Concernant les entreprises, le premier facteur à prendre en compte sont les conditions de travail - là où la sécurité peut être assurée - afin de maintenir la productivité. Un protocole de fin de confinement dans chaque entreprise doit être élaboré pour définir des conditions optimales de sécurité pour les salariés. La confiance et le dialogue avec les partenaires sociaux en sont la clé. Puis, il convient de connaître les maillons de la chaîne de production où l’impact est le plus grand c’est-à-dire déterminer les secteurs en amont qui fournissent les secteurs en aval. S’ils ne redémarrent pas, ils entraveront la reprise des entreprises. Cette interdépendance impose de relancer l’activité, non pas de manière complètement coordonnée, mais de façon non contradictoire. Ensuite se posera la question de connaître les secteurs dans lesquels il y a le plus de firmes en difficultés financières. La crise pourrait s’avérer fatale pour certains d’entre elles. La dette globale des entreprises s’est déjà fortement accrue : +2% en mars soit 37 milliards ! Ceci pourrait amener le gouvernement à prendre de nouvelles mesures de soutien, notamment en leur donnant les moyens de renforcer leurs fonds propres. 

Mais il conviendrait aussi de poser les bases d’une coordination européenne aux entreprises pour éviter les distorsions de concurrence car il y a une forte probabilité que les pays à fort potentiel financier, comme l’Allemagne qui a mobilisé près de 10% de son Produit intérieur brut contre 5% en France, aident davantage leurs entreprises que les autres pays et que les Etats, les plus faibles, soient encore plus pénalisés. C’est pourquoi, concernant la dette « héritée de la crise », au vu de la situation existante, l’idée française de créer un fonds européen mutualisant de nouveaux programmes d’investissements est intéressante. Elle faciliterait la répartition des futurs investissements à l’échelon communautaire afin de relancer l’économie.

Emmanuel Jessua : Le gouvernement a utilisé les bons leviers avec le plan d’urgence, en permettant aux entreprises de survivre en période de sous/non-activité avec le report d’échéances fiscales et sociales, le fonds de solidarité pour les indépendants et les prêt garantis par l’Etat, ainsi que par le dispositif d’activité partielle qui permet aux salariés de conserver leur emploi et 84% de leur salaire. 

Ce plan pourrait coûter près de 50 milliards d’euros, auxquels il faut ajouter près de 140 milliards d’euros de moindres rentrées fiscales en raison de la récession.
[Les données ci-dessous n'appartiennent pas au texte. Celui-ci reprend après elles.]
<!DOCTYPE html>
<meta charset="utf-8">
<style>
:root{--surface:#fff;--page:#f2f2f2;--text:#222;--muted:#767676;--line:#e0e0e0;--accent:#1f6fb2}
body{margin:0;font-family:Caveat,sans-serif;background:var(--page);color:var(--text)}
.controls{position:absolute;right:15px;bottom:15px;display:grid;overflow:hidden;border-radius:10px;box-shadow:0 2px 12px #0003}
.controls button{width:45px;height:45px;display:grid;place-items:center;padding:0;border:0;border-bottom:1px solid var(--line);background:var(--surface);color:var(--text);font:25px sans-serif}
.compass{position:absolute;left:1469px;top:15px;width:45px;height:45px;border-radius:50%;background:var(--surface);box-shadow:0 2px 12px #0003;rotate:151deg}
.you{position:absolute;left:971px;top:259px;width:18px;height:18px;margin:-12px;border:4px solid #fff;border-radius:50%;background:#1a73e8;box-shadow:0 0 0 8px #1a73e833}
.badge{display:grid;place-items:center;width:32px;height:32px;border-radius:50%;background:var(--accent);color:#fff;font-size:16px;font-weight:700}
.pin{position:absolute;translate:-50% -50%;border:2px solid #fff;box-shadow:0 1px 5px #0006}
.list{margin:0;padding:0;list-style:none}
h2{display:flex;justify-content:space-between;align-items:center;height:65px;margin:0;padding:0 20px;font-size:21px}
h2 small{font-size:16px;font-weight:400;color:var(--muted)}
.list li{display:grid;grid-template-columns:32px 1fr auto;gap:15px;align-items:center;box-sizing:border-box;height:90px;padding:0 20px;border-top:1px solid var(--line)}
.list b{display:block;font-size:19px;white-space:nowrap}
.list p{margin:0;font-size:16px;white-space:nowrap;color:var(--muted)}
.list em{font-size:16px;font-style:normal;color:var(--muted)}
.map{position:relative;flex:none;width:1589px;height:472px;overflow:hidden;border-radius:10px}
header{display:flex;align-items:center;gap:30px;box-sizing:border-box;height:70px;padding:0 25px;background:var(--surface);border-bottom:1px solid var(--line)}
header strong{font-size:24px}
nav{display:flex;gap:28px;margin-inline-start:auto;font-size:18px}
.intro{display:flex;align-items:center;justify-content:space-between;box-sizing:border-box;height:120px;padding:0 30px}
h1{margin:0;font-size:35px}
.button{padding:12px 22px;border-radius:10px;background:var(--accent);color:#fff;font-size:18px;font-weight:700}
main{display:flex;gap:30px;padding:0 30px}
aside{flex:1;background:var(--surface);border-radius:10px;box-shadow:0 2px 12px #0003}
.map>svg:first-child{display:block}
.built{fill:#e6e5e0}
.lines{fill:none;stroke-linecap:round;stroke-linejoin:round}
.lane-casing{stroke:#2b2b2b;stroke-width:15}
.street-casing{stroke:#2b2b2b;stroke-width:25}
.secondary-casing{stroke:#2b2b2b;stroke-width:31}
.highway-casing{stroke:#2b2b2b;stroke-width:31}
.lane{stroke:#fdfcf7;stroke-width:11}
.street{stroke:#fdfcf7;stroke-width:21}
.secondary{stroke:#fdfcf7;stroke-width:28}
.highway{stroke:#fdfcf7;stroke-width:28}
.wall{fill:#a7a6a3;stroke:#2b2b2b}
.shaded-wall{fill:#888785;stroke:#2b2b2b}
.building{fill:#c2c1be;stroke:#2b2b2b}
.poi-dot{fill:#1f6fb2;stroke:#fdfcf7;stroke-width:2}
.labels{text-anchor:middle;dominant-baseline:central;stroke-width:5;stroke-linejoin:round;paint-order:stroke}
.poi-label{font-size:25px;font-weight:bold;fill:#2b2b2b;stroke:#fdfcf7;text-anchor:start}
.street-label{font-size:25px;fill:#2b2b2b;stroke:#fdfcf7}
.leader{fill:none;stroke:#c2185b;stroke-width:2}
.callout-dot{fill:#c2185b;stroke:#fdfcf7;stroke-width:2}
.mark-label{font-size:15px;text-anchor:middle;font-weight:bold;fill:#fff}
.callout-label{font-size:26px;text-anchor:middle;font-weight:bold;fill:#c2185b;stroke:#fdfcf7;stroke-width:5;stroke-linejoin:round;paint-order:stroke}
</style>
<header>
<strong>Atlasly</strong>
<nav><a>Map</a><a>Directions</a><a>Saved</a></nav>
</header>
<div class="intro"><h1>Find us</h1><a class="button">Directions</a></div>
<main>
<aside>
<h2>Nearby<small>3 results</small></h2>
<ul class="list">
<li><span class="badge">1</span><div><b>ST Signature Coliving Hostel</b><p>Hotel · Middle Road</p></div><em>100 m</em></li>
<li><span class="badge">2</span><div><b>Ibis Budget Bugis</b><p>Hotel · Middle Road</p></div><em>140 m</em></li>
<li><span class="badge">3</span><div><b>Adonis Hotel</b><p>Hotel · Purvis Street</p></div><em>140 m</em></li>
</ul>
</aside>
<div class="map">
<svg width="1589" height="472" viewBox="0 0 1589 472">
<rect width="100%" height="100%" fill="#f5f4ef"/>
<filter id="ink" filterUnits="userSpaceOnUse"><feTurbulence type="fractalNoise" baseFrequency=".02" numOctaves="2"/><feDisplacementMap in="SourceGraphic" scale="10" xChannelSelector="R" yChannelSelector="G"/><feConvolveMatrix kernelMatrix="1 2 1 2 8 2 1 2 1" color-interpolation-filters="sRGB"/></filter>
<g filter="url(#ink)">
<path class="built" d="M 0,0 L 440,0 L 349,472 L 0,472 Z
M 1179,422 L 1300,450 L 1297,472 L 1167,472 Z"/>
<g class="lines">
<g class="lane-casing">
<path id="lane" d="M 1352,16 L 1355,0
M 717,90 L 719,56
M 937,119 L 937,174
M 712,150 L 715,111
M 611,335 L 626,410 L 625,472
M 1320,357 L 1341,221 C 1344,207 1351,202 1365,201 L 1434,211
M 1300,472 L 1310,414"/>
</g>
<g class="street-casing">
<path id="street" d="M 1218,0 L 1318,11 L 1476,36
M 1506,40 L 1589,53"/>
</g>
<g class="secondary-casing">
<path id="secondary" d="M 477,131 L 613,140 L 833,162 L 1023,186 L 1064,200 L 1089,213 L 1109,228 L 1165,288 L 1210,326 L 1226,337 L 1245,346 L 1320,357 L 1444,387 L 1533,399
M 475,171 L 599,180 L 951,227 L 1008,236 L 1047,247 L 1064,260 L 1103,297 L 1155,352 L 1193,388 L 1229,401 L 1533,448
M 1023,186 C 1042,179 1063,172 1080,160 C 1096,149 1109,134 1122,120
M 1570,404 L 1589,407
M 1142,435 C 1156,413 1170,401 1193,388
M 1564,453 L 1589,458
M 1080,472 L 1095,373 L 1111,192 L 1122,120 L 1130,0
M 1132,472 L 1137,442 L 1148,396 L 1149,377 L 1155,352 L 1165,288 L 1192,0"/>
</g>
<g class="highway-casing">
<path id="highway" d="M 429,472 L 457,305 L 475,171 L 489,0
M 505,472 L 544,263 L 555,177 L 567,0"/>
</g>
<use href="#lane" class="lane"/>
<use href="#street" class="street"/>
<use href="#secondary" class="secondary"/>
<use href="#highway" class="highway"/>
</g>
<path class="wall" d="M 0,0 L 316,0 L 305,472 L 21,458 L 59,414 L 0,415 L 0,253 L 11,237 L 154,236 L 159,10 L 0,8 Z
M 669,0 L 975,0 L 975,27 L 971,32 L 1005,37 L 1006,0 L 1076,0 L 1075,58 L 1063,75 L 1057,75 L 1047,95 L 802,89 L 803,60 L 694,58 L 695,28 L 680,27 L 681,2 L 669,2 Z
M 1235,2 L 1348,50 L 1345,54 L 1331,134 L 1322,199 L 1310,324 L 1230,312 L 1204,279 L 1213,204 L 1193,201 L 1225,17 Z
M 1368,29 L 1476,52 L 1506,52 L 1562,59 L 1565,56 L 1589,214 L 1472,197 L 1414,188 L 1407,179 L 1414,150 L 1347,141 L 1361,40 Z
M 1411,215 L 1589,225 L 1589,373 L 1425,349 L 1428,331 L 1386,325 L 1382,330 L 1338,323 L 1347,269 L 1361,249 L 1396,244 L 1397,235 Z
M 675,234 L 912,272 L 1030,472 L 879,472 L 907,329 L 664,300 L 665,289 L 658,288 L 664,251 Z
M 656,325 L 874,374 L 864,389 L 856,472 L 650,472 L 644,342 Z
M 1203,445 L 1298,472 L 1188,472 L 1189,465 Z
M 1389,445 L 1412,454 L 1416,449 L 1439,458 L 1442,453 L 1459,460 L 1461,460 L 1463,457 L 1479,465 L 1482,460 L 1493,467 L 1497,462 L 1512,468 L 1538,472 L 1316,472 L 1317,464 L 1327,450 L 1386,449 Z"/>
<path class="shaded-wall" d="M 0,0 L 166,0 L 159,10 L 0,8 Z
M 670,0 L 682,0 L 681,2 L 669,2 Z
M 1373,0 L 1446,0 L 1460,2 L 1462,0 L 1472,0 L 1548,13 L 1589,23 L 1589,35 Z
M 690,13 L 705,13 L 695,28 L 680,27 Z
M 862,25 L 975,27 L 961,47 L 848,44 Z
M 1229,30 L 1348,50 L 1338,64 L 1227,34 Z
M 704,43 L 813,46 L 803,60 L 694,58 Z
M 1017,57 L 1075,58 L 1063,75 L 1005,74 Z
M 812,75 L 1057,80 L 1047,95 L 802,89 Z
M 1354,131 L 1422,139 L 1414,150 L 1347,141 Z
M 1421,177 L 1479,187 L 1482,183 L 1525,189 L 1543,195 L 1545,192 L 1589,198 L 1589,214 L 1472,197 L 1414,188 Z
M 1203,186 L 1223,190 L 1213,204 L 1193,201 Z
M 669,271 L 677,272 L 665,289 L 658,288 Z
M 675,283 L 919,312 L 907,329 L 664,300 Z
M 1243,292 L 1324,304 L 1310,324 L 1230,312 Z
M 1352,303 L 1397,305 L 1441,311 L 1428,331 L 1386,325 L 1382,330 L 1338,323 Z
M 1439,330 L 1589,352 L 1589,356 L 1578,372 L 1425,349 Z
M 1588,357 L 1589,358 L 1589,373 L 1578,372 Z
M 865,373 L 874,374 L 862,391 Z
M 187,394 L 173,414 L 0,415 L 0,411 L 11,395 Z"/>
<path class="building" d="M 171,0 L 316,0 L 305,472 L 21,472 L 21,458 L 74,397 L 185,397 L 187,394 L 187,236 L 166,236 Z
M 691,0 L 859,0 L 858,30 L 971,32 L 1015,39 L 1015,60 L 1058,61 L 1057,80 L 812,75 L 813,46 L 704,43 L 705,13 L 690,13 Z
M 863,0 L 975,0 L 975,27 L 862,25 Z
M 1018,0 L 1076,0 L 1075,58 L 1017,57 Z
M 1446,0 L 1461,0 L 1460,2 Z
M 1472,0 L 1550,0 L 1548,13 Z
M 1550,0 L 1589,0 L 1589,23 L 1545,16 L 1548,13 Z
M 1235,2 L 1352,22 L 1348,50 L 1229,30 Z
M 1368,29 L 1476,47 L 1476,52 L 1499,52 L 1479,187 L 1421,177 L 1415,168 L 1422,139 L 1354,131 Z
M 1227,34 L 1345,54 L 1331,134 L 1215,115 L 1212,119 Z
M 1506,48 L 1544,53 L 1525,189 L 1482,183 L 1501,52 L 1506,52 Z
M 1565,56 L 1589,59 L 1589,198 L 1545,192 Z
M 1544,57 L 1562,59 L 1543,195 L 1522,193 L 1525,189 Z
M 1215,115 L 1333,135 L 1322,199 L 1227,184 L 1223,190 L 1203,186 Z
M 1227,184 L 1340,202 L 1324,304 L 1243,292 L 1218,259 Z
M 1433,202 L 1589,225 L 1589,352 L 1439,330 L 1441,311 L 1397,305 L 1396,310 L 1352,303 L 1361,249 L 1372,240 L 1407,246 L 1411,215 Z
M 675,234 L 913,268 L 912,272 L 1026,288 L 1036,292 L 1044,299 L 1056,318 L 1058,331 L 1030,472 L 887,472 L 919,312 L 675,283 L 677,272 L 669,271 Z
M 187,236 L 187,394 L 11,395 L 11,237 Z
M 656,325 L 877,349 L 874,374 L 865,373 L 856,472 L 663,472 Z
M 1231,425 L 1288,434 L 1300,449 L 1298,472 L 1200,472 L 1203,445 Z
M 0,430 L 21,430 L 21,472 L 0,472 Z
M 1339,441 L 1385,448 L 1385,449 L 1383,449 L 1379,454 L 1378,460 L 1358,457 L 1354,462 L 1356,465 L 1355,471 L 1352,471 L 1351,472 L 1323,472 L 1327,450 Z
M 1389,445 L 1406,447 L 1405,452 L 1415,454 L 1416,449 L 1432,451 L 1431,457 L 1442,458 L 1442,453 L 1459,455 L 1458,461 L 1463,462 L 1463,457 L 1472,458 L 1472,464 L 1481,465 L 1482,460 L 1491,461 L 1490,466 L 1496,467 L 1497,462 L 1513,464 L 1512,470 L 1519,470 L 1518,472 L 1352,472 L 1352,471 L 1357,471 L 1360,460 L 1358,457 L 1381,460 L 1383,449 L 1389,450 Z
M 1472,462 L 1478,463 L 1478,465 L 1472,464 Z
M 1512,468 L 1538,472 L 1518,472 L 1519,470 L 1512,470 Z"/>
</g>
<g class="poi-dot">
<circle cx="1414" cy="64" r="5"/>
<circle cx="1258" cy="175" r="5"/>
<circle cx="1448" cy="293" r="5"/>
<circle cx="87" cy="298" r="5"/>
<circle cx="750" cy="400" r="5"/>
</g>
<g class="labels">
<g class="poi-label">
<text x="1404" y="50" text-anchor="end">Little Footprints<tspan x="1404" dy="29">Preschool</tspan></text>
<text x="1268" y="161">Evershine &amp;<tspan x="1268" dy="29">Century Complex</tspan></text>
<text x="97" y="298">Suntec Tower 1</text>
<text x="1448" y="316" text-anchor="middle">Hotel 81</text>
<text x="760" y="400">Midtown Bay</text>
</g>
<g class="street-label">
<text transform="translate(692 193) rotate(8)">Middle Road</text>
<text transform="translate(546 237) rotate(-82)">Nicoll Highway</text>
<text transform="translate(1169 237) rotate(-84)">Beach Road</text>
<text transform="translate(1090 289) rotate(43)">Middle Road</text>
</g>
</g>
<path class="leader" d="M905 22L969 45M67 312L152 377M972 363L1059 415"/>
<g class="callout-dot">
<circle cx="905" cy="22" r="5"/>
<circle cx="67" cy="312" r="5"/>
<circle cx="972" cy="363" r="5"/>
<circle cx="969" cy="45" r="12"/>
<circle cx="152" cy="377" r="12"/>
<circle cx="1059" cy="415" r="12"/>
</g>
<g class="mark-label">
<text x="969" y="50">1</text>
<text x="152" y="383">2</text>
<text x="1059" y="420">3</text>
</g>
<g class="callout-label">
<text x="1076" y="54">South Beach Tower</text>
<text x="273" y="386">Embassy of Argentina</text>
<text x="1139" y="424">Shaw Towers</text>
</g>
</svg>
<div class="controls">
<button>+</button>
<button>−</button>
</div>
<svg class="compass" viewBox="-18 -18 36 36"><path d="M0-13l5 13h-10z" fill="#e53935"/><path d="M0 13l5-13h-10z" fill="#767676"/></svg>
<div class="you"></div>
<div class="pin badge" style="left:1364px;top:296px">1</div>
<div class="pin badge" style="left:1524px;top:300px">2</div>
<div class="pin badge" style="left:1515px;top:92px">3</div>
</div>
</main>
Nous anticipons donc un creusement du déficit public à 10,7% du PIB en 2020, avec un retour vers 6% en 2021. Nous ne disposons donc pas de marges de manœuvre budgétaires supplémentaires significatives. Le soutien budgétaire devra donc être rapidement ciblé vers les secteurs les plus en difficulté, en particulier ceux les plus touchés par le confinement (restauration, tourisme, spectacle...) et par la récession (certains secteurs industriels notamment).